Northern Ireland farm incomes plunge £10k in a year and Brexit is still to come
Farmers across Northern Ireland have seen their incomes plummet by almost £10,000 (€11,700) in a single year.
The total cash income, including subsidies, fell from an average of £42,784 (€50,135) in 2014/15 to £33,673 (€39,458) the following year, according to a report by the Department of Agriculture, Environment and Rural Affairs.
The average farming business income fell too, from £25,094 to just £14,788.
But it wasn't all bad news, and, with subsidies taken into account, two of seven farm types actually saw their incomes increase - general cropping by more than £4,000 and cattle and sheep by £1,522.
When direct subsidies were not included, however, it was only pig farms which generated any money. All the others - cereals, general cropping, dairy, mixed farms as well as hill and lowland cattle and sheep farms - lost cash.
Direct payments - which cover a range of subsidies including the Basic Payment Scheme, formerly the Single Farm Payment, as well as the Areas of Natural Constraint payments, which used to be the Less Favoured Area Compensatory Allowance - decreased by almost £500 per farm between 2014/15 and the following year, averaging £24,972 per farm.
Industry experts warn the financial situation for Northern Irish farmers could be drastically hit by Brexit if the right assurances aren't put in place before Britain leaves the EU.
"There is no question that farm business profitability remains the single most important issue facing farmers," said Ulster Farmers' Union president Barclay Bell. "Clearly the supply chain is not delivering proper returns for farmers, which is why direct support payments remain absolutely essential for farm incomes.

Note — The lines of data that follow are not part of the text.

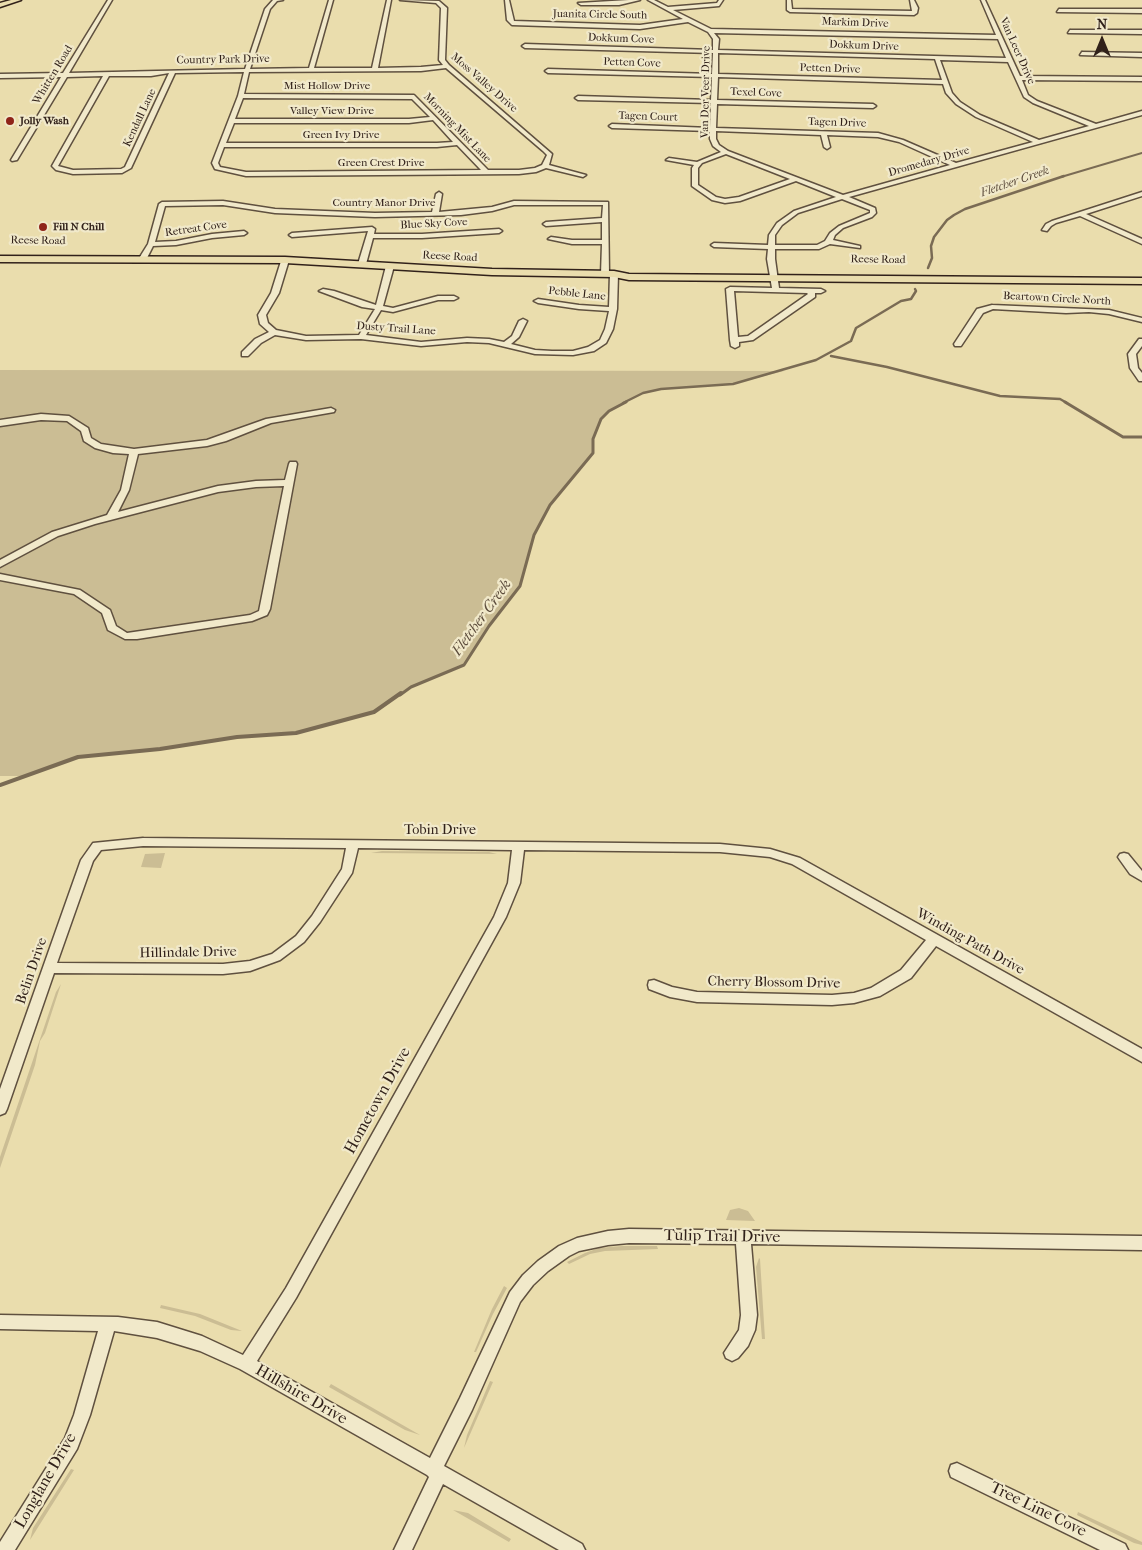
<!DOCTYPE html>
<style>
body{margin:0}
#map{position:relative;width:1142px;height:1550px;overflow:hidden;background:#eaddad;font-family:"IM FELL French Canon",serif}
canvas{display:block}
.north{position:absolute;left:1077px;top:15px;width:50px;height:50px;-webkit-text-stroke:4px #f1e9ca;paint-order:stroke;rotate:0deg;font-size:14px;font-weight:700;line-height:20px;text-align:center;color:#31211a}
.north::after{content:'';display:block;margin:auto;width:18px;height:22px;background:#31211a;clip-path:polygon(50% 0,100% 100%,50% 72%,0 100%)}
</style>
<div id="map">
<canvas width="1142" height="1550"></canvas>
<div class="north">N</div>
</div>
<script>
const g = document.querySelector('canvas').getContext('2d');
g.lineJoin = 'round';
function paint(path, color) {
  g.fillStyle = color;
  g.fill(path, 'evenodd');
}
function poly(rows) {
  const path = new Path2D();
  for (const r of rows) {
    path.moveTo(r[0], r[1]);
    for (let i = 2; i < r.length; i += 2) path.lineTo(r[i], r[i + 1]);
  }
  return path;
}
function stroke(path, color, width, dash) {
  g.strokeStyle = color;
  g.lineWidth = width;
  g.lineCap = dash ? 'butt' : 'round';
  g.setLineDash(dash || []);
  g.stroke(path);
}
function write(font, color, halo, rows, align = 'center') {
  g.font = font + ' "IM FELL French Canon",serif';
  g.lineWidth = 4.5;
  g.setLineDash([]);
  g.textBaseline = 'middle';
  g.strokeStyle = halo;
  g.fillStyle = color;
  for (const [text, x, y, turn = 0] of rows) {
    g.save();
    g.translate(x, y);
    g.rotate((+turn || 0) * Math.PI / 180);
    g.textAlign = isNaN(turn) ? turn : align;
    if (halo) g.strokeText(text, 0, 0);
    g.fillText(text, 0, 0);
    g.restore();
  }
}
paint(poly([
 [0,370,784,371,733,384,661,389,643,393,609,411,601,419,593,439,593,453,550,505,534,535,520,586,489,626,464,665,411,687,374,712,296,733,237,737,160,749,78,757,25,776,0,776],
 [382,851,489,852,497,854,371,853],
 [165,853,161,868,141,867,145,854],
 [61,984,45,1033,40,1041,35,1065,0,1168,0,1157,56,992],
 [739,1208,748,1211,755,1221,726,1220,730,1210],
 [622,1246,657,1246,658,1249,605,1251,590,1254,569,1264,567,1262,585,1253,599,1248],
 [759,1258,760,1259,765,1339,762,1339,756,1267],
 [504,1286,507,1288,493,1314,476,1352,474,1352,492,1309],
 [161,1305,200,1314,242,1331,231,1330,195,1316,160,1308],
 [490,1381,493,1382,464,1448,467,1435],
 [331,1384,420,1435,405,1430,329,1387],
 [71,1469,74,1470,30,1540,33,1528],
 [453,1510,468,1513,511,1539,509,1542],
 [1078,1512,1142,1542,1142,1545,1134,1543,1077,1515]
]), '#cbbd94');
stroke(poly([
 [1061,177,1142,153]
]), '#7a6b54', 2);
stroke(poly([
 [928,268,932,258,931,246,934,237,947,220,954,215,965,209,1064,176],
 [831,356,887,367,1000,396,1060,399,1067,403],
 [623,403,643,393,661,389,733,384,816,360,851,341,856,328,901,301,911,299,916,291,915,289]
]), '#7a6b54', 2.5);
stroke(poly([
 [1065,402,1123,437,1142,437],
 [400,695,411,687,464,665,489,626,520,586,534,535,550,505,593,453,593,439,601,419,609,411,626,402]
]), '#7a6b54', 3);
stroke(poly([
 [0,785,78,757,160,749,237,737,296,733,374,712,401,693]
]), '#7a6b54', 4);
const minor = poly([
 [108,0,112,0,69,73,245,69,265,9,273,0,283,0,277,1,270,9,250,69,309,68,329,0,333,0,314,68,372,68,387,0,391,0,378,68,421,67,443,65,439,60,441,8,436,3,400,0,439,1,447,8,445,60,449,65,552,154,549,165,586,175,583,177,546,168,536,172,519,174,246,176,215,169,212,163,238,96,244,72,175,73,131,168,122,173,73,174,56,170,52,166,103,76,67,77,17,160,12,161,11,160,61,77,0,78,0,74,63,73,108,0],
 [446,68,543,151,547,155,542,165,535,168,519,170,488,170,414,95,244,94,249,72,421,71,446,68],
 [169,73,125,167,121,169,73,170,58,166,109,76,151,76,169,73],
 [243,98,412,99,430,117,409,119,235,119,243,98],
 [433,120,453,142,437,143,226,143,234,123,409,123,433,120],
 [457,145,481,170,246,172,220,167,218,163,224,147,437,147,457,145],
 [505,0,509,0,514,21,640,25,683,19,648,0,654,0,668,7,717,3,719,0,723,0,719,6,673,10,711,29,996,35,981,0,985,0,1020,76,1142,77,1142,81,1022,80,1028,95,1037,101,1096,124,1142,111,1142,115,849,197,875,208,876,213,872,217,843,228,835,235,833,240,860,246,860,248,830,244,819,249,775,249,775,259,779,288,821,289,825,291,821,293,815,293,815,297,753,340,739,342,739,346,735,348,731,346,730,340,726,289,730,287,772,288,767,259,768,249,714,247,711,245,714,243,768,245,769,235,777,223,794,211,836,197,796,181,740,201,725,203,712,200,692,186,692,168,694,165,666,160,669,158,697,162,721,152,713,146,710,139,710,131,612,128,609,126,612,124,710,128,711,103,578,100,575,98,578,96,711,100,712,77,548,73,545,71,548,69,712,74,713,53,525,48,522,46,525,44,713,50,713,39,708,32,688,22,640,29,512,25,507,20,505,0],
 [714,33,998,39,1006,58,718,50,719,39,714,33],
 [718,53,935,59,942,80,718,74,718,53],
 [940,60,1008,62,1024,97,1033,103,1089,126,1039,140,980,115,960,102,952,93,940,60],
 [718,77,943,84,946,93,956,104,976,117,1033,142,956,163,903,140,878,133,716,128,717,104,873,108,876,106,873,104,717,100,718,77],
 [716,131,821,135,824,147,827,149,830,147,827,135,878,137,899,142,950,165,843,195,728,151,719,145,716,139,716,131],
 [726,154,790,179,739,197,725,199,716,197,698,185,698,168,702,163,726,154],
 [842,199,870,210,870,213,839,226,830,233,825,241,817,245,775,245,775,235,782,225,798,213,842,199],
 [734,291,807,293,808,294,748,336,738,337,734,291],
 [629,0,640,0,619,5,581,5,578,3,629,0],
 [787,0,791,0,792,9,912,11,910,0,914,0,918,8,917,13,914,15,790,12,787,10,787,0],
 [1059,9,1142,9,1142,13,1057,12,1059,9],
 [1070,30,1142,30,1142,34,1068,33,1070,30],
 [1082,52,1142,53,1142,57,1080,55,1082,52],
 [439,192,442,194,439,212,492,207,514,201,608,202,609,274,605,276,601,274,602,244,572,244,548,239,551,237,572,240,602,240,602,222,546,226,543,224,546,222,602,218,603,205,514,205,492,211,461,215,375,217,275,213,223,205,165,206,155,242,176,241,212,234,244,231,247,233,244,235,212,238,176,245,153,246,145,262,138,260,148,244,159,204,162,202,223,201,275,209,375,213,432,212,436,194,439,192],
 [1142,192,1142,196,1086,214,1142,239,1142,244,1080,216,1056,223,1051,226,1047,231,1042,230,1046,224,1052,221,1142,192],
 [372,227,375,229,374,234,422,234,499,229,502,231,499,233,422,238,373,238,366,264,362,266,358,264,368,231,292,237,289,235,292,233,372,227],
 [282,258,289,260,279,293,266,315,268,323,276,330,306,336,359,335,375,309,362,307,319,291,323,289,334,291,376,305,386,266,390,264,394,266,383,306,393,308,438,296,454,296,458,298,454,300,438,300,393,312,381,310,366,335,421,342,467,338,489,339,504,342,512,336,519,321,523,319,527,321,519,337,511,344,535,350,552,351,573,351,588,347,600,340,605,329,609,311,579,309,538,303,534,301,538,299,579,305,609,307,610,274,614,272,618,274,617,309,613,329,606,343,594,351,573,355,535,354,489,343,467,342,421,346,361,339,306,340,275,335,261,343,248,356,242,356,242,352,255,339,269,332,260,324,258,315,271,293,282,258],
 [992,305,1109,310,1142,318,1142,322,1109,314,1089,312,1066,313,993,309,983,313,961,346,955,346,954,344,977,309,992,305],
 [1139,339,1142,339,1142,346,1136,354,1138,368,1142,373,1142,381,1139,381,1130,368,1128,354,1139,339],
 [331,408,335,410,334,412,271,423,226,441,207,446,138,454,129,490,118,512,218,486,256,481,285,480,289,464,290,462,296,462,297,464,270,609,267,615,252,621,137,639,125,639,108,630,102,613,74,594,0,580,0,574,80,590,110,610,116,626,127,633,250,615,259,611,284,486,256,487,218,492,95,524,58,536,0,567,0,560,52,532,107,515,121,490,129,454,113,453,95,448,84,441,81,431,67,421,41,420,0,426,0,420,41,414,69,416,88,428,91,438,101,444,134,449,207,440,266,419,331,408],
 [143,838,720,844,770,849,800,858,1142,1049,1142,1062,936,946,911,978,880,996,854,1003,832,1005,697,1002,670,997,649,989,648,985,649,981,654,980,672,987,697,992,832,995,854,993,871,988,901,970,926,940,792,864,770,857,720,852,524,850,520,883,506,917,296,1298,257,1361,430,1458,460,1398,510,1292,523,1275,538,1261,559,1246,577,1238,608,1231,629,1229,1142,1236,1142,1250,751,1244,757,1315,755,1330,748,1346,738,1358,732,1361,726,1358,724,1353,739,1330,741,1315,736,1244,629,1243,608,1245,579,1251,569,1256,548,1271,533,1285,520,1302,472,1410,444,1466,582,1544,585,1550,559,1550,443,1484,412,1550,394,1550,429,1477,427,1475,240,1369,200,1351,157,1338,114,1331,90,1415,77,1449,15,1550,0,1550,0,1542,65,1438,74,1415,98,1331,0,1329,0,1315,118,1317,157,1322,202,1336,243,1355,286,1288,494,917,508,883,512,850,358,848,352,873,320,922,304,942,280,960,250,971,223,974,54,973,7,1109,5,1113,0,1115,0,1089,81,860,93,843,143,838],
 [143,846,346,848,342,869,312,916,296,936,272,954,250,961,223,964,57,963,93,861,101,850,143,846],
 [1124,853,1128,854,1142,871,1142,881,1130,874,1120,860,1118,857,1120,854,1124,853],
 [957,1463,1125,1544,1128,1550,1100,1550,951,1477,949,1471,951,1465,957,1463]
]);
const major = poly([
 [11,0,21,0,0,7,0,3,11,0],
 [0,256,285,257,492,269,614,271,629,274,1142,278,1142,284,629,280,614,277,492,275,285,263,0,262,0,256]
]);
stroke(minor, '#5f503f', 3);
stroke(major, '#31211a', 3);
paint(minor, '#f1e9ca');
paint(major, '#eaddad');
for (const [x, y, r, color] of [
 [10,121,5,"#8f2418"],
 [43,227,5,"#8f2418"]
]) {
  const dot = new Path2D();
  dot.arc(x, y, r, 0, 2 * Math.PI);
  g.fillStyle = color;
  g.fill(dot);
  stroke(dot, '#f1e9ca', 2);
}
write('11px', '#31211a', '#f1e9ca', [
 ["Juanita Circle South",600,15,1],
 ["Markim Drive",855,23,2],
 ["Dokkum Cove",621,39,2],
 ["Dokkum Drive",864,46,2],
 ["Van Leer Drive",1017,51,66],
 ["Country Park Drive",223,60,-1],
 ["Petten Cove",632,63,2],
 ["Petten Drive",830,69,2],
 ["Whitten Road",53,75,-59],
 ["Moss Valley Drive",484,83,41],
 ["Mist Hollow Drive",327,86],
 ["Van Der Veer Drive",706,92,-89],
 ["Texel Cove",756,93,2],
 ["Valley View Drive",332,111],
 ["Tagen Court",648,117,2],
 ["Kendall Lane",140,118,-65],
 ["Tagen Drive",837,123,2],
 ["Morning Mist Lane",457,128,46],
 ["Green Ivy Drive",341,135],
 ["Dromedary Drive",929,162,-16],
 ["Green Crest Drive",381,163],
 ["Country Manor Drive",384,203],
 ["Blue Sky Cove",434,224,-3],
 ["Retreat Cove",196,229,-8],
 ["Reese Road",38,241,1],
 ["Reese Road",450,257,3],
 ["Reese Road",878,260,1],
 ["Pebble Lane",577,294,6],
 ["Beartown Circle North",1057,299,3],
 ["Dusty Trail Lane",396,329,4]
]);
write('bold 11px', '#31211a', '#f1e9ca', [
 ["Jolly Wash",20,121],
 ["Fill N Chill",53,227]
], 'left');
write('italic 12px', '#5c4c3c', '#f1e9ca', [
 ["Fletcher Creek",1015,182,-19]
]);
write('14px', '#31211a', '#f1e9ca', [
 ["Tobin Drive",440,831],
 ["Winding Path Drive",970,942,29],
 ["Hillindale Drive",188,953,-1],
 ["Belin Drive",32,971,-71],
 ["Cherry Blossom Drive",774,983,1]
]);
write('italic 15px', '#5c4c3c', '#f1e9ca', [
 ["Fletcher Creek",482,618,-54]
]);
write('16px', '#31211a', '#f1e9ca', [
 ["Hometown Drive",378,1101,-61],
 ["Tulip Trail Drive",722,1237,1],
 ["Hillshire Drive",301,1395,30],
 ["Longlane Drive",46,1481,-60],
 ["Tree Line Cove",1038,1510,26]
]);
</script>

In this Brexit era, and given the long term nature of farming, we need a commitment from the UK Government that they will support agriculture.
"Funding after 2020 is crucial to provide us with more certainty and confidence going forward so that UK consumers can continue to source the food locally at the standards that they expect." Other elements of the report included the news that farmers' spouses on 26% of farms were employed elsewhere, while on 5% of farms the farmer themselves had other work.
On another 2% of farms, both the farmer and their spouse had income from somewhere else. Off-farm income averaged more than £9,000 per farm.
External liabilities, made up mainly of bank loans, average £51,177 per farm, although 44% of farms recorded no bank borrowings at all. Of the farms which had borrowed money, 80% owed less than £50,000.
Over the past eight years, business income on dairy farms has been an average of £22,408 higher per farm than the same for cattle and sheep hill farms. Both these farm types account for more than two-thirds of full-time farming businesses across Northern Ireland.
A report earlier this year showed the total income from farming across Northern Ireland had increased by 22% to £244m last year. This was up from £199m in 2015, although down considerably from £336m in 2013 and £312m in 2014.